TASK DETAILS:
Your answer is a copy of every line in the records where "center" appears.

PROVIDED ENTRIES:
★ ★ ★ ★ ★

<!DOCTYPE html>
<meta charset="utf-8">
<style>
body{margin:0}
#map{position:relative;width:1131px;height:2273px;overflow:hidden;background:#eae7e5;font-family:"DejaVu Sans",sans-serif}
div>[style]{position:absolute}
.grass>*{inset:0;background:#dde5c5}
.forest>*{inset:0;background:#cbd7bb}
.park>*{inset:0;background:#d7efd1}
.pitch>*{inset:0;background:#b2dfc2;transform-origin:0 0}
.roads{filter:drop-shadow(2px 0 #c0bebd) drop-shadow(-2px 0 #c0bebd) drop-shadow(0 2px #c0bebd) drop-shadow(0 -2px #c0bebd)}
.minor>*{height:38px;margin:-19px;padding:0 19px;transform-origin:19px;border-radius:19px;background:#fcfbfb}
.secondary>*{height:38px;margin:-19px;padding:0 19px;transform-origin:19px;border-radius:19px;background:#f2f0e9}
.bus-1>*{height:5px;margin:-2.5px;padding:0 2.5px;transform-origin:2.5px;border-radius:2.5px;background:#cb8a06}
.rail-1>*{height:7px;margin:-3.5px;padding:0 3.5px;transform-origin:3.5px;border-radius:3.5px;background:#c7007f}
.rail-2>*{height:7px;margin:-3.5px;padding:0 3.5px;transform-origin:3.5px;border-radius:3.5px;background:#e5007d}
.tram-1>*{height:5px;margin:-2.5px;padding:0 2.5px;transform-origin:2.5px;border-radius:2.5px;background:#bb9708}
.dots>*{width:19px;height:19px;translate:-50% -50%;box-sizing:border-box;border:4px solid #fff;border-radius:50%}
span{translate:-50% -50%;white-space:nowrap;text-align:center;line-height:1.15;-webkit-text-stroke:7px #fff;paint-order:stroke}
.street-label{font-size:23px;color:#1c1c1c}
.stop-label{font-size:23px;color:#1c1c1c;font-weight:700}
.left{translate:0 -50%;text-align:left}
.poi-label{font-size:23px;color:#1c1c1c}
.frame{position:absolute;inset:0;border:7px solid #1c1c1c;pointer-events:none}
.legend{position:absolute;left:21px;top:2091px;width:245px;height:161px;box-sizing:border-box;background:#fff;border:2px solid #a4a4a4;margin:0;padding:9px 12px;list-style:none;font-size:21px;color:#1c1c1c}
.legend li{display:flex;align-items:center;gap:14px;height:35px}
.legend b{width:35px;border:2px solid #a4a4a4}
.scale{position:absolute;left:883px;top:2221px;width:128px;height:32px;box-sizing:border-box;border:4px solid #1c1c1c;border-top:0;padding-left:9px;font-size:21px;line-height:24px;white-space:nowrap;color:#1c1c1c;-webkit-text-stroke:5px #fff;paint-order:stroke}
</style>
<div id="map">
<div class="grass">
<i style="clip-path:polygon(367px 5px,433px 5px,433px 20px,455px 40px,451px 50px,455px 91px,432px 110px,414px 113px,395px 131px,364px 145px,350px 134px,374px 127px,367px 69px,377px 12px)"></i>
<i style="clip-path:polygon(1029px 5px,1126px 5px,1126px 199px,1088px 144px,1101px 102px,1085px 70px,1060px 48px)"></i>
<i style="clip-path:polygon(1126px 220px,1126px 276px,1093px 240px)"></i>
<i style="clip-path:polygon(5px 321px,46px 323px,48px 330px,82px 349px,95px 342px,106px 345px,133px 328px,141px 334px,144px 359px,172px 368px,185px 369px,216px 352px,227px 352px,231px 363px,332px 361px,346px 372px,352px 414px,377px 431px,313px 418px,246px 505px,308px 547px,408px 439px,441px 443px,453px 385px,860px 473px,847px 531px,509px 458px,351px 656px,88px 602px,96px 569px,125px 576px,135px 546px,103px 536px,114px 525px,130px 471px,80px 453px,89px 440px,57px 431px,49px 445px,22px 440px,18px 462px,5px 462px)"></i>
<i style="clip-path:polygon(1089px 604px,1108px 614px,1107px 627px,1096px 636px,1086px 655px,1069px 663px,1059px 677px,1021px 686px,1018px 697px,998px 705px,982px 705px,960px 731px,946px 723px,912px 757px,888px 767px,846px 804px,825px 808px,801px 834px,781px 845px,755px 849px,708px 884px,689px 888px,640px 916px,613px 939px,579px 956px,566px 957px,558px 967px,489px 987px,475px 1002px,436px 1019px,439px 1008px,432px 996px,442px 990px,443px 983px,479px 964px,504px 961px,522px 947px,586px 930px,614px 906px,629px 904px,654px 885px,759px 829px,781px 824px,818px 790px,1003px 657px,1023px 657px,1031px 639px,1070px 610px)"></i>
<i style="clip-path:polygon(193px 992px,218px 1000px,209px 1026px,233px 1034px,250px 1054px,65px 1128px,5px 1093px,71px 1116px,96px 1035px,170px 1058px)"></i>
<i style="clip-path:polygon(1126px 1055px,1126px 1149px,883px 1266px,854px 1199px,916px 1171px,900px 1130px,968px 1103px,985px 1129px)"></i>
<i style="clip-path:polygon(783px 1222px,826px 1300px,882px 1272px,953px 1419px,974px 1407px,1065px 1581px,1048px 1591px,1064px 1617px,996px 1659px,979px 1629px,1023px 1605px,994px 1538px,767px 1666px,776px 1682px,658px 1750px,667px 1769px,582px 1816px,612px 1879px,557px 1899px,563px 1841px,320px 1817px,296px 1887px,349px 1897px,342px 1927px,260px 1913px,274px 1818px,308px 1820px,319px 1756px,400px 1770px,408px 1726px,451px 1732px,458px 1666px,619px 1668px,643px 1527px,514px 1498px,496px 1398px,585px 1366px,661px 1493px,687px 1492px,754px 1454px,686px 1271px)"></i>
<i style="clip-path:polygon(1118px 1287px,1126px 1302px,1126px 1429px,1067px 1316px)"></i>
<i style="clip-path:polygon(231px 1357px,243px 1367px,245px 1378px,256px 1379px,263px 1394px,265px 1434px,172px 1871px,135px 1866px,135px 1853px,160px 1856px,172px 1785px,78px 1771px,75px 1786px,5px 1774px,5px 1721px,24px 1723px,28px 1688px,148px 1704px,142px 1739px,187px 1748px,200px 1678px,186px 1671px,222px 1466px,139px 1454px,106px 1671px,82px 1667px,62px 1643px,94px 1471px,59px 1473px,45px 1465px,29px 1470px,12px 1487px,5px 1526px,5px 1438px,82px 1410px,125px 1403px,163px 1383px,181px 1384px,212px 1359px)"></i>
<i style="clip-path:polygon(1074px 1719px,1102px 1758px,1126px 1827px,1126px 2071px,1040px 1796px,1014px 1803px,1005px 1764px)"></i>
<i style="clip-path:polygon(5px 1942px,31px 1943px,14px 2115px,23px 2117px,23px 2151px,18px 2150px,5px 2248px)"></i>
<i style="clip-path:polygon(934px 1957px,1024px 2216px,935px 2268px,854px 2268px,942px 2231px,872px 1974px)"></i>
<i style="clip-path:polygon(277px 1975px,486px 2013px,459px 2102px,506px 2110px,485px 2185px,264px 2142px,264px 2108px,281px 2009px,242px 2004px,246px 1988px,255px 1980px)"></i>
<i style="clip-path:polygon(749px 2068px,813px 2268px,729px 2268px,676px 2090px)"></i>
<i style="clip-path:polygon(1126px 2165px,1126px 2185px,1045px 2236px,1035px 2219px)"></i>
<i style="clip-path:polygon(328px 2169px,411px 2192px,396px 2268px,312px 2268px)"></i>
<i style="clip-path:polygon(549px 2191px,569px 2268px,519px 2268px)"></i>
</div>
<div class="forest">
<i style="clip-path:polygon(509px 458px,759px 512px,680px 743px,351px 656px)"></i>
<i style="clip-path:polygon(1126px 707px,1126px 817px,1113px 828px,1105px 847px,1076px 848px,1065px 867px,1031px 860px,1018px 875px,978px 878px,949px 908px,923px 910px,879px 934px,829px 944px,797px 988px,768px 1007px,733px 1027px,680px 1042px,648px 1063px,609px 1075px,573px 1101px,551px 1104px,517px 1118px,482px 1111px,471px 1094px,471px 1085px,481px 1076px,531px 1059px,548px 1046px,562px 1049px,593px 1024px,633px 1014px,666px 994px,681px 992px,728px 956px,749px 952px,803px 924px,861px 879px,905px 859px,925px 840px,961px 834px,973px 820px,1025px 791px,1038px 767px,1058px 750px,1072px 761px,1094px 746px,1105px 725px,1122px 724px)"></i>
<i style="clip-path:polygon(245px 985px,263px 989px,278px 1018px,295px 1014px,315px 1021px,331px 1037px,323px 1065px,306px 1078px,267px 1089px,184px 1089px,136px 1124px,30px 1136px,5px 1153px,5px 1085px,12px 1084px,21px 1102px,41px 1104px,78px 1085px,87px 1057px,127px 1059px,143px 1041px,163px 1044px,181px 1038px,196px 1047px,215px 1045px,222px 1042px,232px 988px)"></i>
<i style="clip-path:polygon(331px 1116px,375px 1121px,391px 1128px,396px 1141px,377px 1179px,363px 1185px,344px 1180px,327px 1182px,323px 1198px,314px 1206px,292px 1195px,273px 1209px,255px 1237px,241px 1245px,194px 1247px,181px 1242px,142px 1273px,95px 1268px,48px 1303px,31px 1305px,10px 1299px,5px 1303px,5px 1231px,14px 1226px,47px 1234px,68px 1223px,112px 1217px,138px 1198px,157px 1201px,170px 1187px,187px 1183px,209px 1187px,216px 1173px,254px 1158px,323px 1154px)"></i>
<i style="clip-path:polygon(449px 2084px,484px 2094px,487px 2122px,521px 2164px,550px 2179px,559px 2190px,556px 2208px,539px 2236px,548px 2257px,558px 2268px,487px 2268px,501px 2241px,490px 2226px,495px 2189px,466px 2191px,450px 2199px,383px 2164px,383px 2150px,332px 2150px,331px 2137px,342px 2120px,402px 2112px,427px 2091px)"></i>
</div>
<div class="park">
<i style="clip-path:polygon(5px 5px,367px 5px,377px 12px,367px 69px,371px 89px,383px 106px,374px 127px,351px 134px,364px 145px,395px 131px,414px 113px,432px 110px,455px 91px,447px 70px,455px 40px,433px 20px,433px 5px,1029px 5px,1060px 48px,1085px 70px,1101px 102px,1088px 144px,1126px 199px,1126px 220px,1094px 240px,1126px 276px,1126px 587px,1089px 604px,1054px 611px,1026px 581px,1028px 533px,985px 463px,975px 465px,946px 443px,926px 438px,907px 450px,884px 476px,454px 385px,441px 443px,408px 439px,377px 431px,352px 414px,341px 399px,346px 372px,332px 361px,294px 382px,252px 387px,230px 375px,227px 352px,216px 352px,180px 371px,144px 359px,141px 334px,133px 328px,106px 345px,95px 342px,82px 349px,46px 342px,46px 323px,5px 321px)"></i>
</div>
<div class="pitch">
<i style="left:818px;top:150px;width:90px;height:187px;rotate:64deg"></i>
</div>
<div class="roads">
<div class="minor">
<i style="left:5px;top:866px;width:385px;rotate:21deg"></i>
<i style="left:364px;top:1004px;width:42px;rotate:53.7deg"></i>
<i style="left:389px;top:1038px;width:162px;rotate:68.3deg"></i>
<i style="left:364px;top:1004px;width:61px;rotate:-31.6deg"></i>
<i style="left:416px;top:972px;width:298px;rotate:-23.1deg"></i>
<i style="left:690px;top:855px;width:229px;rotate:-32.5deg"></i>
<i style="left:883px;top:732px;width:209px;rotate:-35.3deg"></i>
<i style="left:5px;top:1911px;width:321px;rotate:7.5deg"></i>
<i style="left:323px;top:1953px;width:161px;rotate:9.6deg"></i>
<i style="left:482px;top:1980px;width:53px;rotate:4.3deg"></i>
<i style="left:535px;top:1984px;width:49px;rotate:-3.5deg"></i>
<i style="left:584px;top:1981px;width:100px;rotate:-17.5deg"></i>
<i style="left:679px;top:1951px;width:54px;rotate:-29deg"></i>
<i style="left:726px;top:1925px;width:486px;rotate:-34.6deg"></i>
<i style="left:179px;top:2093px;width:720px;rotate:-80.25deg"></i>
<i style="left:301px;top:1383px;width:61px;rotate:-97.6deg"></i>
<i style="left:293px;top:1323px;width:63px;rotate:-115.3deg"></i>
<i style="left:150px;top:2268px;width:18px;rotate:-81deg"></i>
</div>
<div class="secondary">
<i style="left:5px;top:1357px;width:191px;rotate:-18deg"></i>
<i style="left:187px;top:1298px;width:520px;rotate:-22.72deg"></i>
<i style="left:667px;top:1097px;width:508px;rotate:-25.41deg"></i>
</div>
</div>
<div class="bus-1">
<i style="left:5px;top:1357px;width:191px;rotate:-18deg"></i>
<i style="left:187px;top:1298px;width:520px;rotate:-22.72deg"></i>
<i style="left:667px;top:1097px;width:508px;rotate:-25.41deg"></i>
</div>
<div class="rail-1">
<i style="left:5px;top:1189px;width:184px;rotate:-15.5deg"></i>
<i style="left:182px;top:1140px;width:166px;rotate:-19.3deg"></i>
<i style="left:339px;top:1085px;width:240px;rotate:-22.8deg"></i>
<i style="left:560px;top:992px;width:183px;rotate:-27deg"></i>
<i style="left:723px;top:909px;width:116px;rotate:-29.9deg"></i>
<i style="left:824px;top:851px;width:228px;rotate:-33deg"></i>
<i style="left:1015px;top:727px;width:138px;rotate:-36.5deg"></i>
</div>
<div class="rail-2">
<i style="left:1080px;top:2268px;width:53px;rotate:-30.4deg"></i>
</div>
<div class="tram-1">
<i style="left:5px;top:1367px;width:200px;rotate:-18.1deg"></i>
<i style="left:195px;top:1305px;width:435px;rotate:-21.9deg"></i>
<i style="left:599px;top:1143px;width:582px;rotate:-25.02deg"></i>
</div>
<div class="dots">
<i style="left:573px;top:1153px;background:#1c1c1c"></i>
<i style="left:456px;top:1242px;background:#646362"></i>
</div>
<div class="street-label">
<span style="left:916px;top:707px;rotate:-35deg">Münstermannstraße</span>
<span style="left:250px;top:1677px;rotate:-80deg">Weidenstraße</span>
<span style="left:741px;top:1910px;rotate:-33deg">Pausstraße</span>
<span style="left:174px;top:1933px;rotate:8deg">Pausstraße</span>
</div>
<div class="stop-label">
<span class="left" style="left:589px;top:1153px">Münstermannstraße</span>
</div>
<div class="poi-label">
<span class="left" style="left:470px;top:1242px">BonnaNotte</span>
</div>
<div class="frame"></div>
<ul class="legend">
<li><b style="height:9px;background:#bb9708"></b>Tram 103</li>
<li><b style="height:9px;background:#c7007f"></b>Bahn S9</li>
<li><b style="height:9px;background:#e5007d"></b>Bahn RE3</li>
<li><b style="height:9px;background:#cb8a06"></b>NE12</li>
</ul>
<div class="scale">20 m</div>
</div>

★ ★ ★ ★ ★

EXERCISE ANSWER:
span{translate:-50% -50%;white-space:nowrap;text-align:center;line-height:1.15;-webkit-text-stroke:7px #fff;paint-order:stroke}
.legend li{display:flex;align-items:center;gap:14px;height:35px}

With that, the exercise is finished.